* **What to do**
Print the records below word for word, beginning with the first line and ending once the line containing "[1020,459,999,464,1020,479]" is printed.

* **Stored items**
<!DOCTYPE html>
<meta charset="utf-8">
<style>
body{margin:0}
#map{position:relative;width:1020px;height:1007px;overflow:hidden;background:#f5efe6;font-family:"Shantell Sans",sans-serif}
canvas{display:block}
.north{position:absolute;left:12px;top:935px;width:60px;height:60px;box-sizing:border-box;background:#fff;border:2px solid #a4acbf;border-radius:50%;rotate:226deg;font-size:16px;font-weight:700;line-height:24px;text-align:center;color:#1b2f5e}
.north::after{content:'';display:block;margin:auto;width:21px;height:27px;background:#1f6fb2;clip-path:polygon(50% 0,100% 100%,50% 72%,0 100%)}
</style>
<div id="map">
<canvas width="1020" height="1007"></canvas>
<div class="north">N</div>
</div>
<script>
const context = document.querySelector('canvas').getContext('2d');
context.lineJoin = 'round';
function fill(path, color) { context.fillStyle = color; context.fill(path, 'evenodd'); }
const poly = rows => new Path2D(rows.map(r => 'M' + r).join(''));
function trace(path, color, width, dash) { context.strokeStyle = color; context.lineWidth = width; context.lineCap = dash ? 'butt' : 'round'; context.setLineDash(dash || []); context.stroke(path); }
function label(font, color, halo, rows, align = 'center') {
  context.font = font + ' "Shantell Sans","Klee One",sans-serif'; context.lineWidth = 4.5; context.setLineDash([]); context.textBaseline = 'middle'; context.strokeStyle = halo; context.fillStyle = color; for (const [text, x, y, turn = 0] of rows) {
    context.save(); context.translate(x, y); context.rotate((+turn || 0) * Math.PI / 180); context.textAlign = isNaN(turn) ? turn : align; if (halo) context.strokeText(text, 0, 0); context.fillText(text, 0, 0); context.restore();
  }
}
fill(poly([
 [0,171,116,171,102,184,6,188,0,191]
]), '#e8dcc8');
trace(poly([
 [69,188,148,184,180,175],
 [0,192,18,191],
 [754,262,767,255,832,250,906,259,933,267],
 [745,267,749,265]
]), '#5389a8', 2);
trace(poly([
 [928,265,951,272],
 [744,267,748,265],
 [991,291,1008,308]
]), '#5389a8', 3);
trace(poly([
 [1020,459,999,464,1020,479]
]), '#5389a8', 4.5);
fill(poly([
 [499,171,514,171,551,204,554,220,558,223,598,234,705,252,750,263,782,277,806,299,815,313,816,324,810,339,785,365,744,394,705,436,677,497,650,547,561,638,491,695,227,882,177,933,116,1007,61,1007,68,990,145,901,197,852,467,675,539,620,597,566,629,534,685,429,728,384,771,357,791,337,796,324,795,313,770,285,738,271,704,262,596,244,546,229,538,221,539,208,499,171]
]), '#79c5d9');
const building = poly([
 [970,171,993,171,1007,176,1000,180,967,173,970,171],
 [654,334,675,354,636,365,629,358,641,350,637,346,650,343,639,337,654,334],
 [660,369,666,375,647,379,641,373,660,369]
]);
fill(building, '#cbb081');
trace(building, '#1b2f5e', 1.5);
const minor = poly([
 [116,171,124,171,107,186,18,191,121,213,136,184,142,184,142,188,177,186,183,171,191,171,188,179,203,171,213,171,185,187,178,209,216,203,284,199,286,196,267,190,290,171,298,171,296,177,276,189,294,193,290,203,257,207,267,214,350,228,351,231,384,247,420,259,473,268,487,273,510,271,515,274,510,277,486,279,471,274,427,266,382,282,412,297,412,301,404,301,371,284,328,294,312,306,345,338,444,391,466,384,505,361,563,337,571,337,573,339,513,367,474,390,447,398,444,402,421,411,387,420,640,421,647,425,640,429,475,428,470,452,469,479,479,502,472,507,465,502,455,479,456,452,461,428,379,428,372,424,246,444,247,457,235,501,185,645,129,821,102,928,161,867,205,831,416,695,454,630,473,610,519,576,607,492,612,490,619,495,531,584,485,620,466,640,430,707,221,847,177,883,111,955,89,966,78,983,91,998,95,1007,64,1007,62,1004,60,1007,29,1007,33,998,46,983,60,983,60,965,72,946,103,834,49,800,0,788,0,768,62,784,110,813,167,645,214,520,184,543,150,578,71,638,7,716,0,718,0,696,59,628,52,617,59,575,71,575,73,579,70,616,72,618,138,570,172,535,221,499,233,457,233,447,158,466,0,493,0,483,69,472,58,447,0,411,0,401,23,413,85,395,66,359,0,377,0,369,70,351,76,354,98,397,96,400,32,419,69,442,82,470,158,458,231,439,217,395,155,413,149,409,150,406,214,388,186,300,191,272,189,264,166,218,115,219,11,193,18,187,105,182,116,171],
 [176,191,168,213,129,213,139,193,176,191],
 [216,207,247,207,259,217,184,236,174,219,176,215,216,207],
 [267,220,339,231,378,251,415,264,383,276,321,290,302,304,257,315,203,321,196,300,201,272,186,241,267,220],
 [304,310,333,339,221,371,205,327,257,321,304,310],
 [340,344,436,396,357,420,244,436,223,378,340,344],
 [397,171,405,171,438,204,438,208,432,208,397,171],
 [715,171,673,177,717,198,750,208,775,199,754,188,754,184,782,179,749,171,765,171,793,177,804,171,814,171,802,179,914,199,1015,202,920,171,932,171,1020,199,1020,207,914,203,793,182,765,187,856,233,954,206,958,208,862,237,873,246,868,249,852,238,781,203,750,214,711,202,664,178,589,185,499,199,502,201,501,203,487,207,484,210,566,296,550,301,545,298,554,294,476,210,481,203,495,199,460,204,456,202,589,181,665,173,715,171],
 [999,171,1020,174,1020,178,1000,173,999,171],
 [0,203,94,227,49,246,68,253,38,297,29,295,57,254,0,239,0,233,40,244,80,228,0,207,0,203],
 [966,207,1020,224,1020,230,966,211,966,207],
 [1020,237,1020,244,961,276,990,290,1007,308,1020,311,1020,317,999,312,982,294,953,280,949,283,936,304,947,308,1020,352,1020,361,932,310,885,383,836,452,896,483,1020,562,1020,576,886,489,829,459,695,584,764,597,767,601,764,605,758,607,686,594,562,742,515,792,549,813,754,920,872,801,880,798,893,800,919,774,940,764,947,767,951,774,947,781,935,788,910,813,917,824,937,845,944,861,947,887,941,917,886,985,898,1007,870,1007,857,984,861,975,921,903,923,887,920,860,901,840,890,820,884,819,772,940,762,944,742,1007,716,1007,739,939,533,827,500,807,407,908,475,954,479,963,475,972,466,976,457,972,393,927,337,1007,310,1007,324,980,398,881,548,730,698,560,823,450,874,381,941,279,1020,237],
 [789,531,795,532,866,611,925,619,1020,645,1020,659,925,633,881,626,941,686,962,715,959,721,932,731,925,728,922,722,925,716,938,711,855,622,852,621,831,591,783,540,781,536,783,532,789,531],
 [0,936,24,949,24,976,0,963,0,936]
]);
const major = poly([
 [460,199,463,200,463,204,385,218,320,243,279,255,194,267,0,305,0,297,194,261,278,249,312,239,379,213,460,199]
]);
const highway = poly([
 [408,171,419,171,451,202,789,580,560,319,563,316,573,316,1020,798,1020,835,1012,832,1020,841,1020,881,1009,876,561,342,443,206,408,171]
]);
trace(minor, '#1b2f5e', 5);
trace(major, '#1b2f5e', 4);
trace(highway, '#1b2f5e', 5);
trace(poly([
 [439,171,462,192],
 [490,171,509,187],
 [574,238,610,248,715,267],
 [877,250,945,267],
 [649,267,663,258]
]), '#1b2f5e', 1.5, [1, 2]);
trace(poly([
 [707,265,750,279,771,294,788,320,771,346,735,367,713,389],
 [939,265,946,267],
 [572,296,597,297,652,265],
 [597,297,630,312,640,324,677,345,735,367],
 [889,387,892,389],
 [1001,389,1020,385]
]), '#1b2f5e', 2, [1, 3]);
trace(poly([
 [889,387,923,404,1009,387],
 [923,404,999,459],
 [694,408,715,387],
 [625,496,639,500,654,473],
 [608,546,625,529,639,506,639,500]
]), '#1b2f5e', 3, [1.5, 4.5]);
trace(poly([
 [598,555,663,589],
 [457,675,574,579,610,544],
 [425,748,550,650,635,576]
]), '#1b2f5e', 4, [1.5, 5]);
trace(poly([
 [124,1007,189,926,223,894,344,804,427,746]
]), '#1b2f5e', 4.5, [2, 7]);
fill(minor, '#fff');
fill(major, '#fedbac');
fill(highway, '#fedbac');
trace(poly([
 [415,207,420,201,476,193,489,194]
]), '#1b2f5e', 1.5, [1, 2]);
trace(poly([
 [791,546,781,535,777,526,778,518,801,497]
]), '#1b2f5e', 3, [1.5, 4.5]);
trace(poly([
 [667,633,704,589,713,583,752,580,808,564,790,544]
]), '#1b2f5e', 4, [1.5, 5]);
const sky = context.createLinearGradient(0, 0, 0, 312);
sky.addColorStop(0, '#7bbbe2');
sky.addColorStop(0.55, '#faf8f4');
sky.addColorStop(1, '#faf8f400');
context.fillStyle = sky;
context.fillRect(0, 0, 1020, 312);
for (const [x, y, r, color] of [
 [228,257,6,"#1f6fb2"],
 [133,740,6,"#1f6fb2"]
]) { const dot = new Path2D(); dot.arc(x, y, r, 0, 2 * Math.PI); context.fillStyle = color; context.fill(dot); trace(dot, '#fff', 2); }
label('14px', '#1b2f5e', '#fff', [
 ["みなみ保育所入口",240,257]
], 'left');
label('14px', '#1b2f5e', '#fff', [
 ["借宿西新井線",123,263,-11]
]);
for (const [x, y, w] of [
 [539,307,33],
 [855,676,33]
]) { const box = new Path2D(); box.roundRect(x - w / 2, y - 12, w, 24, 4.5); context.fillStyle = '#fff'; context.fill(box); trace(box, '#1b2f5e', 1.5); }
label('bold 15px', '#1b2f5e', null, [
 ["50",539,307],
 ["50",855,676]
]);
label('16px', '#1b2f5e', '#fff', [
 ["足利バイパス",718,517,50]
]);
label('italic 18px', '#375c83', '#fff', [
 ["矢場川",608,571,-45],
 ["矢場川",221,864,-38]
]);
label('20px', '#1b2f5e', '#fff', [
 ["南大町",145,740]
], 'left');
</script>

* **Answer for the task**
<!DOCTYPE html>
<meta charset="utf-8">
<style>
body{margin:0}
#map{position:relative;width:1020px;height:1007px;overflow:hidden;background:#f5efe6;font-family:"Shantell Sans",sans-serif}
canvas{display:block}
.north{position:absolute;left:12px;top:935px;width:60px;height:60px;box-sizing:border-box;background:#fff;border:2px solid #a4acbf;border-radius:50%;rotate:226deg;font-size:16px;font-weight:700;line-height:24px;text-align:center;color:#1b2f5e}
.north::after{content:'';display:block;margin:auto;width:21px;height:27px;background:#1f6fb2;clip-path:polygon(50% 0,100% 100%,50% 72%,0 100%)}
</style>
<div id="map">
<canvas width="1020" height="1007"></canvas>
<div class="north">N</div>
</div>
<script>
const context = document.querySelector('canvas').getContext('2d');
context.lineJoin = 'round';
function fill(path, color) { context.fillStyle = color; context.fill(path, 'evenodd'); }
const poly = rows => new Path2D(rows.map(r => 'M' + r).join(''));
function trace(path, color, width, dash) { context.strokeStyle = color; context.lineWidth = width; context.lineCap = dash ? 'butt' : 'round'; context.setLineDash(dash || []); context.stroke(path); }
function label(font, color, halo, rows, align = 'center') {
  context.font = font + ' "Shantell Sans","Klee One",sans-serif'; context.lineWidth = 4.5; context.setLineDash([]); context.textBaseline = 'middle'; context.strokeStyle = halo; context.fillStyle = color; for (const [text, x, y, turn = 0] of rows) {
    context.save(); context.translate(x, y); context.rotate((+turn || 0) * Math.PI / 180); context.textAlign = isNaN(turn) ? turn : align; if (halo) context.strokeText(text, 0, 0); context.fillText(text, 0, 0); context.restore();
  }
}
fill(poly([
 [0,171,116,171,102,184,6,188,0,191]
]), '#e8dcc8');
trace(poly([
 [69,188,148,184,180,175],
 [0,192,18,191],
 [754,262,767,255,832,250,906,259,933,267],
 [745,267,749,265]
]), '#5389a8', 2);
trace(poly([
 [928,265,951,272],
 [744,267,748,265],
 [991,291,1008,308]
]), '#5389a8', 3);
trace(poly([
 [1020,459,999,464,1020,479]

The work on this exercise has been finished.